Did they have < 1 year professional experience or experience through side
projects, reading, etc?

------
jesusmichael
Man... I hear you. I was a CTO for many years (I'm old, in tech years) and
didn't even look at code for a long time. When I left that job to be a partner
in start-up I was doing everything. Coding, sysadmin, pulling fiber thru the
homemade server chiller... so I know what you're talking about.

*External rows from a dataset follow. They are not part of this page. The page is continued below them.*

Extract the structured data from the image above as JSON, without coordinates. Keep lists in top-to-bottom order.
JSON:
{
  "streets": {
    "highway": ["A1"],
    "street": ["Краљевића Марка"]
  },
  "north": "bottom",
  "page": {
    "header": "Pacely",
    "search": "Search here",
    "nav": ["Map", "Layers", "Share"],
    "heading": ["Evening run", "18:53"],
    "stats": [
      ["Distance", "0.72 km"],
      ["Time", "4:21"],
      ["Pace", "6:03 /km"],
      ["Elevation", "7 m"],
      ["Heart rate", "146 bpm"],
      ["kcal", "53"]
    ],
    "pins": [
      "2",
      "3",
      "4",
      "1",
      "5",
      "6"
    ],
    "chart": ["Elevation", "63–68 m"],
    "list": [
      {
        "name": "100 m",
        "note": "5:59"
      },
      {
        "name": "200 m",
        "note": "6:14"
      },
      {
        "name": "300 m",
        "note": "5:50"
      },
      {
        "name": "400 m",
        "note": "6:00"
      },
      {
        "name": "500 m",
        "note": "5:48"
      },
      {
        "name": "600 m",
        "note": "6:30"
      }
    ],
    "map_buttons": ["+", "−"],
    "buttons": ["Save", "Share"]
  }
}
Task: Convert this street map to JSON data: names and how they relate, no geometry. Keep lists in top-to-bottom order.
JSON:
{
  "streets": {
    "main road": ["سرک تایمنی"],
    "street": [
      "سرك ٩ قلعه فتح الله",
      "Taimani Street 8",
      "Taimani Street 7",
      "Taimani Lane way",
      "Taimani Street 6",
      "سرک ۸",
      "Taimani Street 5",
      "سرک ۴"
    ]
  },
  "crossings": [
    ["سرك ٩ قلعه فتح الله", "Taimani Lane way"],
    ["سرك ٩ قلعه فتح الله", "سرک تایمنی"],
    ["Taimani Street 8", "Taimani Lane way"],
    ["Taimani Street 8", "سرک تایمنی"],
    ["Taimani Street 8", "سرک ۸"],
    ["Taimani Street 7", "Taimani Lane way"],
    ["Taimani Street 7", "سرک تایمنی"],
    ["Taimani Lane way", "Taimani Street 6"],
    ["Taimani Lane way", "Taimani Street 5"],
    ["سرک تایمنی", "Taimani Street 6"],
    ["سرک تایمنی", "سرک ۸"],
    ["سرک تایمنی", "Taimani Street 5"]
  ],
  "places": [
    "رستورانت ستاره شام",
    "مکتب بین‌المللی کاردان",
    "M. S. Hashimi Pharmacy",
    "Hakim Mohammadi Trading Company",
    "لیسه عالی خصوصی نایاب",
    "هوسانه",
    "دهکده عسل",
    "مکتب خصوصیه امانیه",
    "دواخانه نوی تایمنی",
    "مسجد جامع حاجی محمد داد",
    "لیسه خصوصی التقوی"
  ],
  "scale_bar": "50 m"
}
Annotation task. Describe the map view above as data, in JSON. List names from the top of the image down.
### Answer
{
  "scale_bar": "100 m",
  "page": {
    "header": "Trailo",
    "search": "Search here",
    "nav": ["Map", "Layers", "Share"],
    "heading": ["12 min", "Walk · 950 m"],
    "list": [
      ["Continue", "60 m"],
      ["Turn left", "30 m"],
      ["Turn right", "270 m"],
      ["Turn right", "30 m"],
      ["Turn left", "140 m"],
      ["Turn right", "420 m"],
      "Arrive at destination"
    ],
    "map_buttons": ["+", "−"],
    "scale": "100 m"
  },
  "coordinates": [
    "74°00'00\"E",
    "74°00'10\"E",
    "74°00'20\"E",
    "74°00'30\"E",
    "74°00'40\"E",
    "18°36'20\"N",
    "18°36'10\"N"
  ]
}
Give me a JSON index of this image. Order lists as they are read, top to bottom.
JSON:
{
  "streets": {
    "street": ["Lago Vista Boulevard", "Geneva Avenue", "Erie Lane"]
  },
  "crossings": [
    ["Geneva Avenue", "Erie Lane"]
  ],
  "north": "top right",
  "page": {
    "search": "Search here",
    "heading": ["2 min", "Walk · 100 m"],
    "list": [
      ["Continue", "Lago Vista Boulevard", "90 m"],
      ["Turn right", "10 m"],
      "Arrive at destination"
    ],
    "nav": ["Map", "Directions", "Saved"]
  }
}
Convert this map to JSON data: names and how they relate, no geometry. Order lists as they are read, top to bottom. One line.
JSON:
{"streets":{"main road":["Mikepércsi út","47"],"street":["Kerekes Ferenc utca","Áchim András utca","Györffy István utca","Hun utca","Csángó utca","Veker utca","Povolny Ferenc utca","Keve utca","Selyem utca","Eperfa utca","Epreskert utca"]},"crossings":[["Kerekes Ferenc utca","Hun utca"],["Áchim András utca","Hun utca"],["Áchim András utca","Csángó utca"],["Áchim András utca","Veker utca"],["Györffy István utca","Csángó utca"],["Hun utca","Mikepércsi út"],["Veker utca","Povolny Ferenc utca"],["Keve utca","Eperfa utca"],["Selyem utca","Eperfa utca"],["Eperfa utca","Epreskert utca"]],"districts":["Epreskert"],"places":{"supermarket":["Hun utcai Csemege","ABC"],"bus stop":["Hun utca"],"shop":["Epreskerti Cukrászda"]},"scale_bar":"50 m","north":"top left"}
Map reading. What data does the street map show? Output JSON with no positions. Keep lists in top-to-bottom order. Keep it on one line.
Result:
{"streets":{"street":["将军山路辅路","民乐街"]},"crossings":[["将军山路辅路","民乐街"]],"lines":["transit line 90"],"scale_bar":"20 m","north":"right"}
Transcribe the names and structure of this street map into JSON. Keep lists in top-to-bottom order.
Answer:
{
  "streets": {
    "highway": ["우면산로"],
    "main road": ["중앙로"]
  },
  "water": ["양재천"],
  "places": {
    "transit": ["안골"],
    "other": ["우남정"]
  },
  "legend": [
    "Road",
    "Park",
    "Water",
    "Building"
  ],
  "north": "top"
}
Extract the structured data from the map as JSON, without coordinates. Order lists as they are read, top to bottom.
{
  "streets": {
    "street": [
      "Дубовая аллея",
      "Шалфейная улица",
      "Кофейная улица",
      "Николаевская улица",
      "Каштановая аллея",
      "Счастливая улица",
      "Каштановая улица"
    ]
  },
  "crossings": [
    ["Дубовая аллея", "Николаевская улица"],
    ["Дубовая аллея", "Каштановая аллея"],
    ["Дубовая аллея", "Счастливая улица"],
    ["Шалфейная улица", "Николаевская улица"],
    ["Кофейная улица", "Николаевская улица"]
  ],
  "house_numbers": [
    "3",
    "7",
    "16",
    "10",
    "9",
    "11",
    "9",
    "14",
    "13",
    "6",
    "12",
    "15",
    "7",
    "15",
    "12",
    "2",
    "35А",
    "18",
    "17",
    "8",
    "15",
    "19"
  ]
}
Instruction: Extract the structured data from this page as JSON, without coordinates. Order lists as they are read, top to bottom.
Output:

If you get LAMP development and OOP, most things haven't changed. Java is
helpful to learn, Ruby/Rails and frameworks work like template engines so if
you get that concept you should pick up MVC pretty quick.

If you're going to build apps on mobile my suggestion is to work in iOS. There
is lots of code out there to do just about anything you want to do.

I'm building an app in .net for my windows phone just to see how it works. Its
very easy and they deploy really easily. So you might want to look there too
if you have .NET experience.

------
ja27
Find one of Rey Wenderlich's tutorials that matches something you're
interested in and follow it. I don't think I would have gotten my first app
done if it weren't for his site. They're just the right depth for getting
something working.
[http://www.raywenderlich.com/](http://www.raywenderlich.com/)

There are a ton of samples and open-source mobile apps. It's a whole lot
easier to pick one of those up and start messing with it than it is to start
from a blank slate app template.

It took me almost 6 months to submit my first iOS app and I'd done plenty of
C/C++ and client-side UI work. It takes time to get moving and iOS can be
frustrating as hell between the odd syntax of Objective-C and UIKit. Android
is an easier transition for most developers.

------
amerkhalid
I really like Treehouse. Their courses are really well paced.

I am also learning Mobile dev (Android) in my spare time. Although I program
all day long, I still was not able to pick up Android easily. I tried a few
free tutorials online. Also bought a few books. But I would get bored easily
and stop learning. Or I would find information overwhelming.

Now I am using Treehouse site. Their videos are pretty good, you build
interesting apps and they explain some of the concept better. Their badges are
kind of cheesy but also motivating.

They are $25/month though. But you can get 2 weeks free trial and check out as
much as you can.

------
wspeirs
First, words of encouragement: it's NEVER too late to get started again! If
you enjoyed programming in undergrad, you'll LOVE how far things have come!

Now on to actual help. Building mobile apps can be intimidating just by the
number of platforms. Beyond the www.raywenderlich.com and www.codecademy.com
links, you should check out something like Apache's Cordova
(cordova.apache.org) if you already know CSS and JavaScript. This way you can
easily build an app for any platform.

------
ahanjura
I think you should look at Appery.io, a cool way to build and deploy mobile
apps on the cloud. To start with, your focus should be on what you want to
build rather than how you build it. The idea is more important than the
implementation. Appery.io lets you build nice prototypes and real mobile apps
using their app builder. Try it and see if that takes you further.